Basically.  If REMOTE_USER wasn't set (or was empty) and the application 
required login (based on whatever criteria it has) then it should return 
a 401 code.  The authentication middleware doesn't know if login is 
required, but it would be nice if it can tell if you are logged in 
anyway (not possible with HTTP Basic auth, but ignoring that case).

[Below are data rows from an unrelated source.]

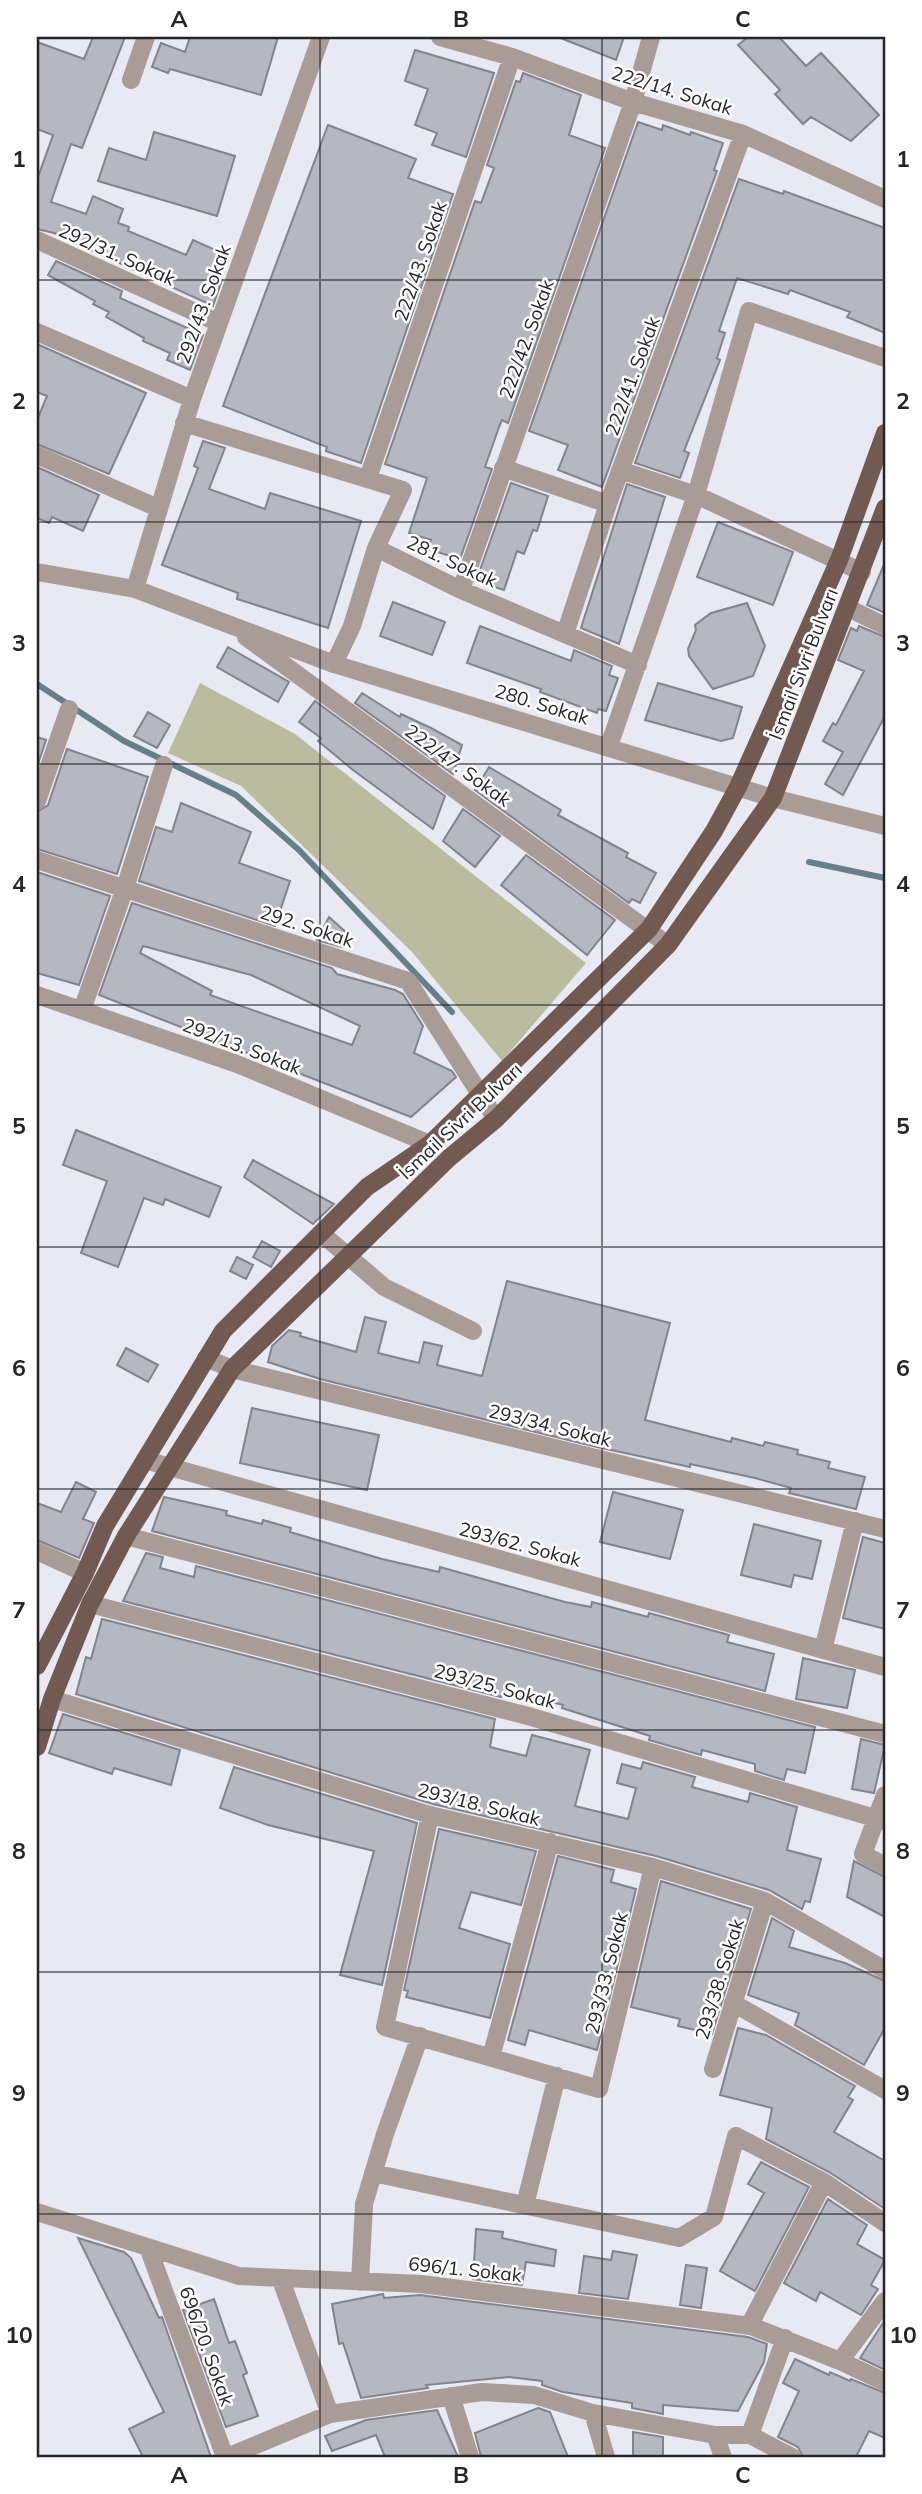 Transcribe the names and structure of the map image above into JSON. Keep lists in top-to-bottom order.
{
  "streets": {
    "main road": ["İsmail Sivri Bulvarı"],
    "street": [
      "222/14. Sokak",
      "292/31. Sokak",
      "222/43. Sokak",
      "292/43. Sokak",
      "222/42. Sokak",
      "222/41. Sokak",
      "281. Sokak",
      "280. Sokak",
      "222/47. Sokak",
      "292. Sokak",
      "292/13. Sokak",
      "293/34. Sokak",
      "293/62. Sokak",
      "293/25. Sokak",
      "293/18. Sokak",
      "293/33. Sokak",
      "293/38. Sokak",
      "696/1. Sokak",
      "696/20. Sokak"
    ]
  },
  "crossings": [
    ["222/14. Sokak", "222/43. Sokak"],
    ["222/14. Sokak", "222/42. Sokak"],
    ["222/14. Sokak", "222/41. Sokak"],
    ["292/31. Sokak", "292/43. Sokak"],
    ["222/43. Sokak", "281. Sokak"],
    ["292/43. Sokak", "280. Sokak"],
    ["222/42. Sokak", "281. Sokak"],
    ["222/41. Sokak", "281. Sokak"],
    ["İsmail Sivri Bulvarı", "280. Sokak"],
    ["İsmail Sivri Bulvarı", "222/47. Sokak"],
    ["İsmail Sivri Bulvarı", "292. Sokak"],
    ["İsmail Sivri Bulvarı", "292/13. Sokak"],
    ["İsmail Sivri Bulvarı", "293/34. Sokak"],
    ["İsmail Sivri Bulvarı", "293/62. Sokak"],
    ["İsmail Sivri Bulvarı", "293/25. Sokak"],
    ["İsmail Sivri Bulvarı", "293/18. Sokak"],
    ["280. Sokak", "222/47. Sokak"],
    ["293/18. Sokak", "293/33. Sokak"],
    ["293/18. Sokak", "293/38. Sokak"],
    ["696/1. Sokak", "696/20. Sokak"]
  ],
  "grid": {
    "columns": ["A", "B", "C"],
    "rows": [
      "1",
      "2",
      "3",
      "4",
      "5",
      "6",
      "7",
      "8",
      "9",
      "10"
    ]
  }
} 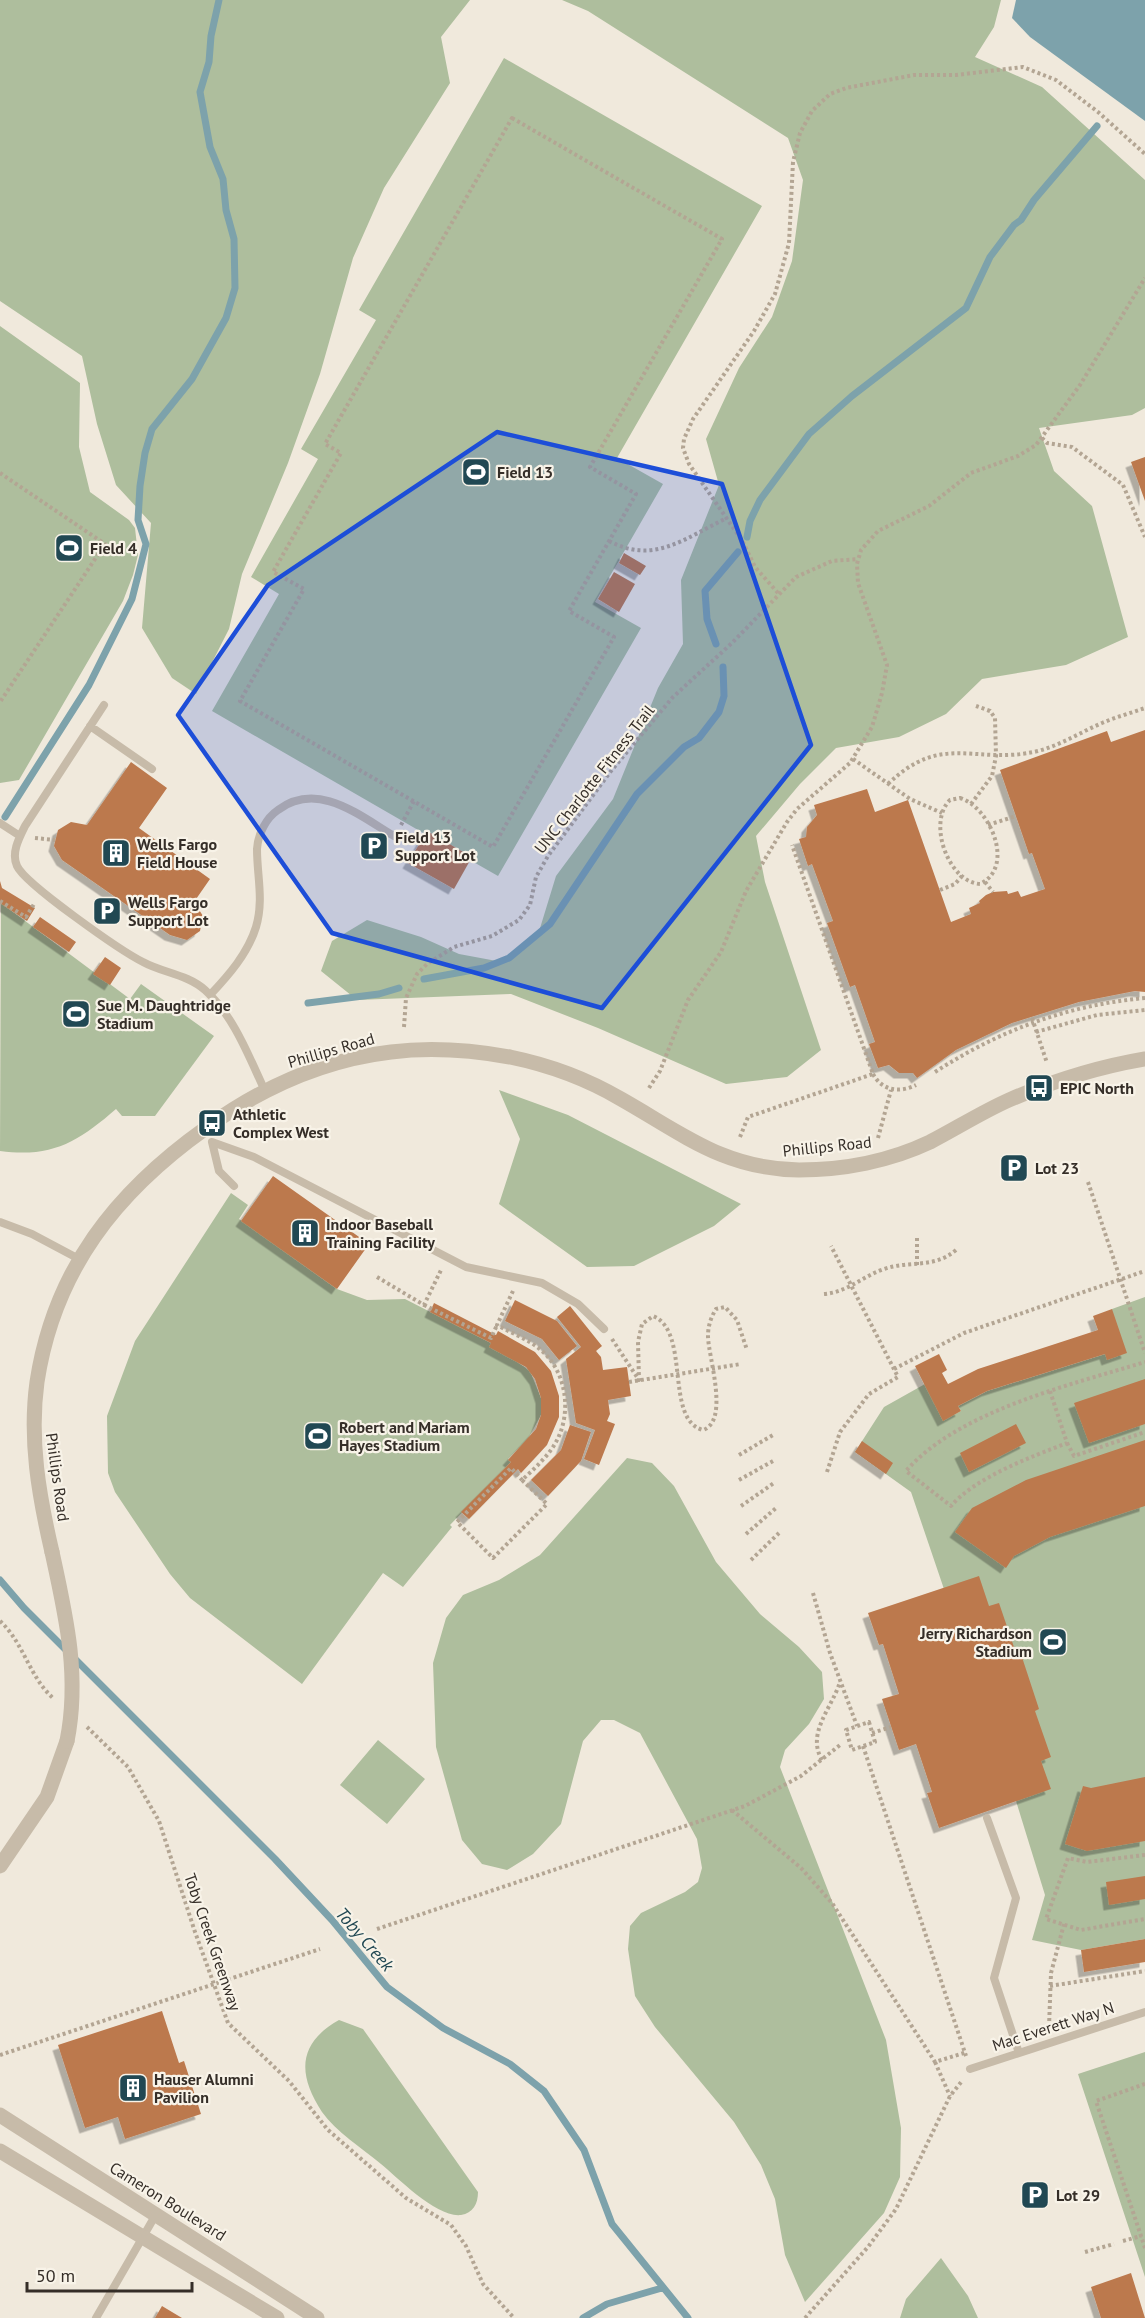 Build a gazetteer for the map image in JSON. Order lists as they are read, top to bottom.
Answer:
{
  "streets": {
    "street": ["Phillips Road", "Cameron Boulevard"],
    "lane": ["Mac Everett Way N"],
    "path": ["UNC Charlotte Fitness Trail", "Toby Creek Greenway"]
  },
  "water": ["Toby Creek"],
  "places": {
    "sports": [
      "Field 13",
      "Field 4",
      "Sue M. Daughtridge Stadium",
      "Robert and Mariam Hayes Stadium",
      "Jerry Richardson Stadium"
    ],
    "parking": [
      "Field 13 Support Lot",
      "Wells Fargo Support Lot",
      "Lot 23",
      "Lot 29"
    ],
    "building": ["Wells Fargo Field House", "Indoor Baseball Training Facility", "Hauser Alumni Pavilion"],
    "bus stop": ["EPIC North", "Athletic Complex West"]
  },
  "scale_bar": "50 m"
}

>> web.wsgi.session: I'd like to have some sort of standard for these 
>> objects, at least some aspects.  Not the details of storage, but 
>> mostly access; along the lines of web.session.manager and/or .store.  
>> I'm not sure how I feel about the manager with multiple applications, 
>> each of which has a store -- I feel like this should be part of the 
>> configuration somehow, which isn't necessarily part of the standard 
>> user-visible API.
> 
> 
> I've been thinking about the way series of applications can work 
> together, which is what the web.wsgi.environment code is about. Perhaps 
> it would be better to specify the application name in 
> web.wsgi.environment (which is more to do with configuration) so that 
> the web.wsgi.session and web.wsgi.auth objects all use the same 
> application name and then the manager becomes more redundant because a 
> store for the particular application is already created.

OK, I was trying to figure out what wsgi.environment was about.  Is it 
basically a way of indication local configuration (like a configuration 
realm or something)?  I still lack a good intuition for how 
configuration should work.

>> web.wsgi.cgi: is this safe when a piece of middleware changes 
>> QUERY_STRING or otherwise rewrites the request?  You can test for this 
>> by saving the QUERY_STRING that you originally parsed alongside the 
>> resulting FieldStorage, and then reparsing if they don't match.  You 
>> can even test for matching with "is", since you're really checking for 
>> modifications instead of equality.  The same should be possible for 
>> wsgi.input and POST requests.
> 
> 
> The web.wsgi.cgi module actually builds the FieldStorage from the 
> environ dictionary, not QUERY_STRING so this should mean that middleware 
> can do what it likes and the underlying middleware and application will 
> respond to the changes.. is this not a good way of doing it?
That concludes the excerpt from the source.